• **WORK ORDER**
Pick out the lines below that include the string "bubble".

• **SUPPLIED DATA**
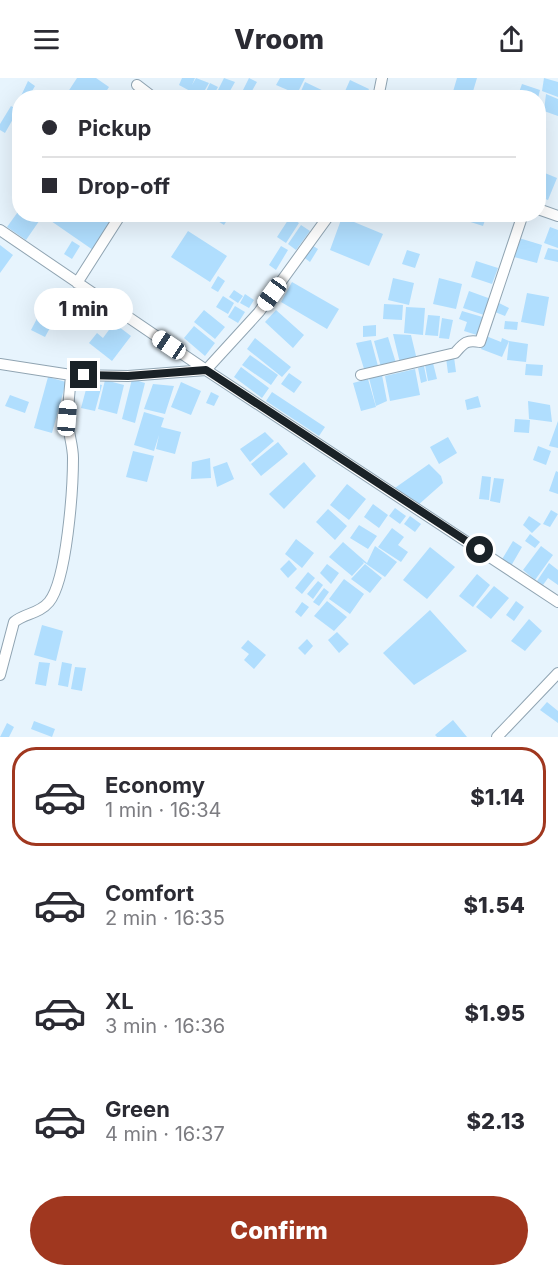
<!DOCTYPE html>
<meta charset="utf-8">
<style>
body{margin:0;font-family:Inter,sans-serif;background:#f2f2f3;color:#2b2b33;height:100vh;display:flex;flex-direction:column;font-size:22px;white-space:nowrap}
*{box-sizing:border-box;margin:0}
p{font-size:20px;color:#7c7c81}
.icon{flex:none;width:33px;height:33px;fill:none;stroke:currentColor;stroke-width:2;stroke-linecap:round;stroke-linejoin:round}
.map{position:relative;height:659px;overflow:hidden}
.details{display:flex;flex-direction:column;background:#fff;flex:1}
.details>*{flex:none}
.banner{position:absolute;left:12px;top:12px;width:534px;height:132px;border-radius:24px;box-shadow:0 6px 24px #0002;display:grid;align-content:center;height:132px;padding:0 30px;background:#fff}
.end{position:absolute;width:27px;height:27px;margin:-14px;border:8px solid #1a2227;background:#fff;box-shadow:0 0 0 3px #fff}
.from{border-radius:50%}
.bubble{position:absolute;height:42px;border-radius:21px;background:#fff;box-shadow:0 6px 24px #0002;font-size:20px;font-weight:800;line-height:42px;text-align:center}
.car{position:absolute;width:18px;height:36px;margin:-18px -9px;border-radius:8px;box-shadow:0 0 4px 2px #0007;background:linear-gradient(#fff 24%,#345 0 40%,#fff 0 76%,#345 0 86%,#fff 0)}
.banner b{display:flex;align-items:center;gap:21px;height:57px;font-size:22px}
.banner b+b{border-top:2px solid #e1e1e2}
.banner i{width:15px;height:15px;background:#2b2b33}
ul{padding:10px 0 0;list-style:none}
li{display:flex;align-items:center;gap:18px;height:99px;margin:0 12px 9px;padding:0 18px;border:3px solid transparent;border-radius:24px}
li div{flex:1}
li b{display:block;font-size:22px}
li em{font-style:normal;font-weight:800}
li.active{border-color:#a0371f}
li>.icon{width:54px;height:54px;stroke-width:1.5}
.button{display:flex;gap:12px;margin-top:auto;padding:12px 30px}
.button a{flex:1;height:69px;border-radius:36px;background:#a0371f;color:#fff;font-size:24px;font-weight:800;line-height:69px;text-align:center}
header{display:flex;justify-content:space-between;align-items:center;height:78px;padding:0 30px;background:#fff;font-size:27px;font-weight:800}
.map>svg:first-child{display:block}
</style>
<header><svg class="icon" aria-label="menu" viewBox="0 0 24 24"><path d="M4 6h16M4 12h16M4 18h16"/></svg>Vroom<svg class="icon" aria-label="share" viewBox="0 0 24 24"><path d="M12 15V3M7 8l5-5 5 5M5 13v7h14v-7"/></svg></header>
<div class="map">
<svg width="558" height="659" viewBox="0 0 558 659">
<rect width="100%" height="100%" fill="#e7f4fd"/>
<path fill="#b0defe" d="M77 0H96L109 9 102 20H64Z
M182 0H195L192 7 196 0 209 5 201 19 179 7Z
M224 0 235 4 226 20H214Z
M249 0 257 4 248 20 237 17 242 14Z
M280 0H305L297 16 276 7Z
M457 0H477L471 20 452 17Z
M544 0 558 4V19L542 13Z
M350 2 369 11 365 20H342Z
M28 3 35 8 28 20H20Z
M305 4 330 16 328 20H298Z
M210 5 218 9 212 20H203Z
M522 6 540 12 538 20H517Z
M546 16 558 21V38L544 33Z
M11 28 20 33V45L13 41 5 55 0 52V46Z
M540 93 557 100 548 122 538 118Z
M20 131V136H44L26 162 7 149Z
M55 136H100L112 144 93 172 51 143Z
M207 136H231L224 147Z
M459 136H487L483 148 458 140Z
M290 139 299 145 286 165 277 159Z
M342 139 383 156 369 188 330 172Z
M301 147 310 153 296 172 288 166Z
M550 149 558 152V170L544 165Z
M188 153 227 178 210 204 171 179Z
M519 160 542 167 537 185 514 179Z
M72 163 80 168 72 181 64 176Z
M310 166 318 171 310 184 302 178Z
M0 167 13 177 0 195Z
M281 168 288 172 276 192 269 187Z
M548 170 558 172V184L544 181Z
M407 172 420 176 415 190 402 186Z
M476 183 498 190 492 206 471 199Z
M218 198 225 203 218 214 211 210Z
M393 200 414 205 409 227 388 222Z
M439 200 462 206 456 231 433 226Z
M292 204 339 231 327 251 281 224Z
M234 212 243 218 238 225 229 219Z
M469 213 491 221 484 237 463 230Z
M527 215 549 219 544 248 521 244Z
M245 216 254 222 249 230 240 225Z
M223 218 234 225 228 236 216 229Z
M499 225 509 230 505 238 495 234Z
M384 226 403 227 402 242 383 241Z
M44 227 58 235 45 259 31 252Z
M235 228 245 234 238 245 228 239Z
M406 229 425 230 423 257 404 255Z
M204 232 225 249 215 261 194 244Z
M276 232 304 257 293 270 265 244Z
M462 233 486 240 480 258 464 253 467 244 459 241Z
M428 237 440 238 438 258 425 257Z
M442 240 453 242 449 261 439 260Z
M505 243 518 244 517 252 504 251Z
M114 245 131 258 112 283 89 265 97 255 103 260Z
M376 247V258L363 259V248Z
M194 248 215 265 205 278 184 260Z
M393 256 411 257 417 282 400 285Z
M486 258 501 264 502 260 509 263 502 279 481 271Z
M388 259 396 285 381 289 374 263Z
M255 260 291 289 282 299 247 271Z
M371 262 378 288 365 294 356 265Z
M509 263 528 266 526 284 507 282Z
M250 277 278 297 271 307 242 287Z
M454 279 456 294 448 295 446 280Z
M433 285 437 301 428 303 425 287Z
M526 286 543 287 542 298 525 297Z
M424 288 427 303 421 305 418 290Z
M241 289 269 310 262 320 234 299Z
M415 291 420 317 390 323 385 298Z
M289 295 302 304 294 315 281 306Z
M382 297 387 323 376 328 369 300Z
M48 299 66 304 52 355 34 350Z
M132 301 145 305 135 345 122 341Z
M368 301 376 329 361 333 353 305Z
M105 302 124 307 117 336 98 331Z
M88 304 102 307 95 333 81 330Z
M181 304 201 313 191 337 171 329Z
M153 306 174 308 165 336 144 331Z
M211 314 219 318 214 328 206 325Z
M272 314 325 349 319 358 266 323Z
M10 317 29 324 25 335 5 328Z
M478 318 481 329 467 332 465 322Z
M528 323 550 327 552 344 529 341Z
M144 334 164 340 161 349 181 354 175 376 156 371 159 357 154 373 134 367Z
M515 341 530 342 529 355 514 354Z
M558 343V370L549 368Z
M265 354 274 363 250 384 240 371Z
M448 359 457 375 439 386 430 369Z
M278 364 288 376 261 398 251 386Z
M538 368 551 373 546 387 533 382Z
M133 373 154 378 147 404 126 399Z
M210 380 211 400 191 401 192 384Z
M227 384 234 401 217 409 213 389Z
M304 384 316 398 284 431 269 416Z
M429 386 441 398 443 405 417 428 392 412Z
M556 393 558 394V416L549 413Z
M482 398 491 399 489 422 479 421Z
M494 400 504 401 500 425 490 423Z
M347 406 366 421 349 442 330 427Z
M373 426 388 437 379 450 364 439Z
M395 430 406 438 400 446 389 438Z
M328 431 347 448 335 462 316 444Z
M551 432 558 436 550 449 543 446Z
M410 438 421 446 415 454 404 446Z
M529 438 541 446 532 455 523 447Z
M359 447 377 458 368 471 350 460Z
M392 450 404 459 398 467 408 474 401 484 378 469Z
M530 456 540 464 535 470 525 463Z
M296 461 314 475 302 490 285 476Z
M513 463 522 469 511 488 501 483Z
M343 464 367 485 375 468 397 484 385 499 362 483 364 485 352 498 329 479Z
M541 468 553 477 535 502 523 492Z
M430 469 455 489 427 521 403 502Z
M289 482 297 491 288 500 280 491Z
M549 485 558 492V507L548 500 543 507 537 503Z
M327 486 339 495 331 506 320 495Z
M365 486 382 500 370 515 351 501Z
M308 494 315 500 302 516 295 510Z
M477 496 490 507 473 529 459 518Z
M344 501 364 516 350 536 329 521Z
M318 503 323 507 313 521 307 516Z
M494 508 509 520 491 541 476 529Z
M324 510 329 514 319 528 313 524Z
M327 523 347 539 334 553 314 538Z
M516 523 524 529 514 543 506 537Z
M302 524 309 529 301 539 295 534Z
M430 532 467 573 414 607 383 575Z
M529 541 542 553 525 573 511 563Z
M42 547 63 553 56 583 34 577Z
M337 554 349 566 339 575 328 562Z
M307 561 313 568 305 577 298 570Z
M248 562 266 577 254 591 244 582 249 576 241 570Z
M39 584 50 585 46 608 35 606Z
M62 584 72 586 68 609 58 607Z
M75 589 86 590 82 613 71 611Z
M547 624 558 633V645L540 632Z
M453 642 467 659H437L435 657Z
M34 643 55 651 52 659 31 651Z
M7 645 14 649 9 659H0Z"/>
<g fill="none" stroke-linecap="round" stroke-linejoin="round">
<defs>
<path id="street" d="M137 7 154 20
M378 20 382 0
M538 131 558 138
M0 152 206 292 558 524
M77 205 121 136
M0 286 71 297 128 298 206 292 259 234 330 136
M361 297 455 275C463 266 466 261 480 264L523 136
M0 597 14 544C25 535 39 536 49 524 67 502 73 410 73 380 73 366 67 352 68 339 68 325 70 311 71 297
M497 659 558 595"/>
</defs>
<use href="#street" stroke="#90a4b2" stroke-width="12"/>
<use href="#street" stroke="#fff" stroke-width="10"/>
</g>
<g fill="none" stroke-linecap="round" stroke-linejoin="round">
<path stroke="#1a2227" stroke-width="8" d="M84 297 128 298 206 292 480 472"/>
</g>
</svg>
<i class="end from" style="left:480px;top:472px"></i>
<i class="end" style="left:84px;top:297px"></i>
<div class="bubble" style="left:34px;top:210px;width:99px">1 min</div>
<i class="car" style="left:272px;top:216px;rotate:216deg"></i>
<i class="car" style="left:169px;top:267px;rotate:304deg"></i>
<i class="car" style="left:67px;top:340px;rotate:5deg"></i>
<div class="banner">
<b><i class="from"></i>Pickup</b>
<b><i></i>Drop-off</b>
</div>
</div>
<section class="details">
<ul>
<li class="active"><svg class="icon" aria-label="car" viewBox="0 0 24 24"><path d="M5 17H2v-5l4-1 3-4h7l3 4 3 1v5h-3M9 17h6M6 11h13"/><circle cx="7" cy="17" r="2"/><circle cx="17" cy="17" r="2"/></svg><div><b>Economy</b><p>1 min · 16:34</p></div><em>$1.14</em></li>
<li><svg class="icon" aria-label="car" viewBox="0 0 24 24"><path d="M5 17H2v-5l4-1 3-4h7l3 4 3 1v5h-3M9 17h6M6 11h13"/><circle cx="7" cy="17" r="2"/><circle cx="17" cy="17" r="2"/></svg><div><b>Comfort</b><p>2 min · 16:35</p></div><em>$1.54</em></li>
<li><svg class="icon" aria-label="car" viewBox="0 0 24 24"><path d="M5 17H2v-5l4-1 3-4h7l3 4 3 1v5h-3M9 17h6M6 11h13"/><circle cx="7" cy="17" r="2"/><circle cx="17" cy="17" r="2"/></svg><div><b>XL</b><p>3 min · 16:36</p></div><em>$1.95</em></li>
<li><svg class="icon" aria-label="car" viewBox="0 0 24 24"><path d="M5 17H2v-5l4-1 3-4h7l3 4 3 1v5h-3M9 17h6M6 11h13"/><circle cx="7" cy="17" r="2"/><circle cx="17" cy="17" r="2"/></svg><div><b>Green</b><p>4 min · 16:37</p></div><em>$2.13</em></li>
</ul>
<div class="button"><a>Confirm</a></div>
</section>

• **EXERCISE ANSWER**
.bubble{position:absolute;height:42px;border-radius:21px;background:#fff;box-shadow:0 6px 24px #0002;font-size:20px;font-weight:800;line-height:42px;text-align:center}
<div class="bubble" style="left:34px;top:210px;width:99px">1 min</div>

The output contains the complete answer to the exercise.